もうどうでもいいような扱いしか受けないが,最高裁判所の裁判官の国民審査が衆議院選挙とともに行われる。任命を受けて初めて行われる衆議院選挙,それから10年を経過したあと最初に行われる衆議院選挙において審査に付されるのである。裁判員裁判が始まって,少しは裁判所に国民の関心が高まったとは思うが,最高裁判所の裁判官が個々にどのような意見を判決のなかで述べてきていたかをなかなか知ることができないし,できたとしてもその良否を判断するには高度な知識を要することが多い。しかし,いつも投票前には,少なくとも×をつける裁判官を決めてでかけるようにしている。今年はまだきちんと資料にあたっていないのでまだ決めていない。行政出身の竹内行夫氏を×をという小さな運動が進んでいる。イラク訴訟対策として最高裁に送り込まれた役割を担っているのではないかと言われている。最高裁の判決には多数意見,少数意見と個別に裁判官の意見が公表される。本当はその中身をきちんとみて判断すべきなのであろうが,それには困難な作業を伴う。国民審査が形骸化してしまう背景である。

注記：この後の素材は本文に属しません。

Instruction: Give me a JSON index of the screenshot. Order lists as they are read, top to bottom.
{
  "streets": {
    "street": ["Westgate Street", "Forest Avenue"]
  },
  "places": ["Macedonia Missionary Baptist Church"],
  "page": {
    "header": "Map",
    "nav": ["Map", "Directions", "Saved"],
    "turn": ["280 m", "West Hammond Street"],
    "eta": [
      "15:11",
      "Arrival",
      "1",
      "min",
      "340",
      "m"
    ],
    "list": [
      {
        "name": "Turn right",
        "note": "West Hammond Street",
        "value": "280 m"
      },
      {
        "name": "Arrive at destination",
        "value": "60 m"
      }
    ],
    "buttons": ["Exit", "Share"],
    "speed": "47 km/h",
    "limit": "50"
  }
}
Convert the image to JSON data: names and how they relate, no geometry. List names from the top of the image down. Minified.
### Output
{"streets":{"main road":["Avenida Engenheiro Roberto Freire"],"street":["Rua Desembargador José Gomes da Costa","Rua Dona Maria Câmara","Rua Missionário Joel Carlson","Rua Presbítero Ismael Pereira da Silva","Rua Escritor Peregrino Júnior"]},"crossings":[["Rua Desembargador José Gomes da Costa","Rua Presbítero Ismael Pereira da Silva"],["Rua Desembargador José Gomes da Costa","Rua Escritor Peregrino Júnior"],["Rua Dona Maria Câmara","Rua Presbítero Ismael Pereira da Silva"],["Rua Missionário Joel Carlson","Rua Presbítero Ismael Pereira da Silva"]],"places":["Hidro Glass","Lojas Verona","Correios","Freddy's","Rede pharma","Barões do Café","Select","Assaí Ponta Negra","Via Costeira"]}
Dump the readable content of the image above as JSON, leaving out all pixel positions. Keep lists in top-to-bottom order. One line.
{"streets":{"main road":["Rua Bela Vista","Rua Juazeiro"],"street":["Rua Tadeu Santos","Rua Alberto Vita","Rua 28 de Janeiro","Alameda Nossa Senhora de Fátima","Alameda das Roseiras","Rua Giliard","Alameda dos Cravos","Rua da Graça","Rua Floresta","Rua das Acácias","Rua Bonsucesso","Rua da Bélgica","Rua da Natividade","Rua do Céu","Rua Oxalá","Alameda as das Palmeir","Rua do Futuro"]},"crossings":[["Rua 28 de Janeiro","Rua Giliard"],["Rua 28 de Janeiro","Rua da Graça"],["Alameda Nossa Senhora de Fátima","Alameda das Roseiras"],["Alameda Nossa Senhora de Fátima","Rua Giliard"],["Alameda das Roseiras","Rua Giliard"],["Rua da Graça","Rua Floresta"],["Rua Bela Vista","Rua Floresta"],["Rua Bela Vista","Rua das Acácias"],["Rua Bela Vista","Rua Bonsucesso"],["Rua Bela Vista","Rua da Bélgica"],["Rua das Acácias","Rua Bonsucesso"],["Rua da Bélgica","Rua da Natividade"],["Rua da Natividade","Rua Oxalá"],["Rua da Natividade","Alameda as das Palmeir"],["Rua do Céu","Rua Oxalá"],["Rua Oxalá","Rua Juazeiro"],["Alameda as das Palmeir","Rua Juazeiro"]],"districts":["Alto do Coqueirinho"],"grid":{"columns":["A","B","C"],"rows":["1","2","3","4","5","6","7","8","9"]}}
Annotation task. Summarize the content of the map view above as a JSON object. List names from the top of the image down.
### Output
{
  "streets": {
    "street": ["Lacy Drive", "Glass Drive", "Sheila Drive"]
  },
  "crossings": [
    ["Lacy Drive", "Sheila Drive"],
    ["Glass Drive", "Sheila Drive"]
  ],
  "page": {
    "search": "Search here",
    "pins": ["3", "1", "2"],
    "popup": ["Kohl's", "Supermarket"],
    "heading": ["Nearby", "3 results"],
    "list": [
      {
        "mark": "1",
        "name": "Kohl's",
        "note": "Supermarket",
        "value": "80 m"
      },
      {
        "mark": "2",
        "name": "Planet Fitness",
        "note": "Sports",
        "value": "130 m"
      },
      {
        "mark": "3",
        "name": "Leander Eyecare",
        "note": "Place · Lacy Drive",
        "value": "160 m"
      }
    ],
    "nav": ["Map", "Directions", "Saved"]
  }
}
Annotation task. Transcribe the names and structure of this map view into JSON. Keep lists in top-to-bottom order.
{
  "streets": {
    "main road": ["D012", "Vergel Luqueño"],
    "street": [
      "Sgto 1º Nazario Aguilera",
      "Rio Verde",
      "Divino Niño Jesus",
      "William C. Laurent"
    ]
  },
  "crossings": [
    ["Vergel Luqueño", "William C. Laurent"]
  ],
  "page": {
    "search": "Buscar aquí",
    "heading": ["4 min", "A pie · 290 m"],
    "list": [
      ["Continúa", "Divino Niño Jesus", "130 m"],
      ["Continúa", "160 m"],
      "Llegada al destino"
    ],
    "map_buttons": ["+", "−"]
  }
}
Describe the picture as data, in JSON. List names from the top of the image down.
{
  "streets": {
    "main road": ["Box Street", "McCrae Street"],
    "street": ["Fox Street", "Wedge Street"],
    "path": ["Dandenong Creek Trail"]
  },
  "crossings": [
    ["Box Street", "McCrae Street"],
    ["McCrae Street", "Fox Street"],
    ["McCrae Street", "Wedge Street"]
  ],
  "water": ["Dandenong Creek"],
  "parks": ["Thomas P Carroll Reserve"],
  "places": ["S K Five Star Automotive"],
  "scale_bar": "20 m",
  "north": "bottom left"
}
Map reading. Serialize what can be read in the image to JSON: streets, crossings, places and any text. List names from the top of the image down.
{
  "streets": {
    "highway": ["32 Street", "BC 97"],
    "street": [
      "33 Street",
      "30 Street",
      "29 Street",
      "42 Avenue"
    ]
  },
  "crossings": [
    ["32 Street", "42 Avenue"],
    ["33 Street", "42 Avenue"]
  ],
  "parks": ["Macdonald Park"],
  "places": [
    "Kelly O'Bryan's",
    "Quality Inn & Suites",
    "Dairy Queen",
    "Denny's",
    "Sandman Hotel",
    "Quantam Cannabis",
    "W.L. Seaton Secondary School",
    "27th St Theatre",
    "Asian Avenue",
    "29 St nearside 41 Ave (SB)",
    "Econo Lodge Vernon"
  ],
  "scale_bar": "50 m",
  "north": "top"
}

実は問題なのは,選任方法であろう。選任手続きにおいてもっと民主的な手続きであれば,選任される裁判官に信頼がおけるようになると思う。日弁連からも一定の枠があって,推薦されて最高裁判事となっていく。しかし,日弁連内部においてさえ,この選任方法にはけっこう縛りが多い。真に最高裁判事として信頼をえられる人が選任されるとは限らないのだ。会内の政治的な力学によって推薦され,選任されている。かつて,日弁連会長選挙に敗れた人が最高裁判事に選任されたことがある。こんなことでは信頼できる最高裁裁判官が選任される素地がないと言わなければならない。

久しぶりに,最高裁で弁論をする事件がある。これで2度目であるが,前回は1,2審を敗訴し,上告して最高裁で弁論期日がはいり,破棄自判で逆転完全勝利となった。実は今度は逆の立場である。最高裁で弁論期日がもたれるということは,勝訴した1,2審判決が見直しされる可能性大であるということなのだ。気の重い最高裁での口頭弁論手続きである。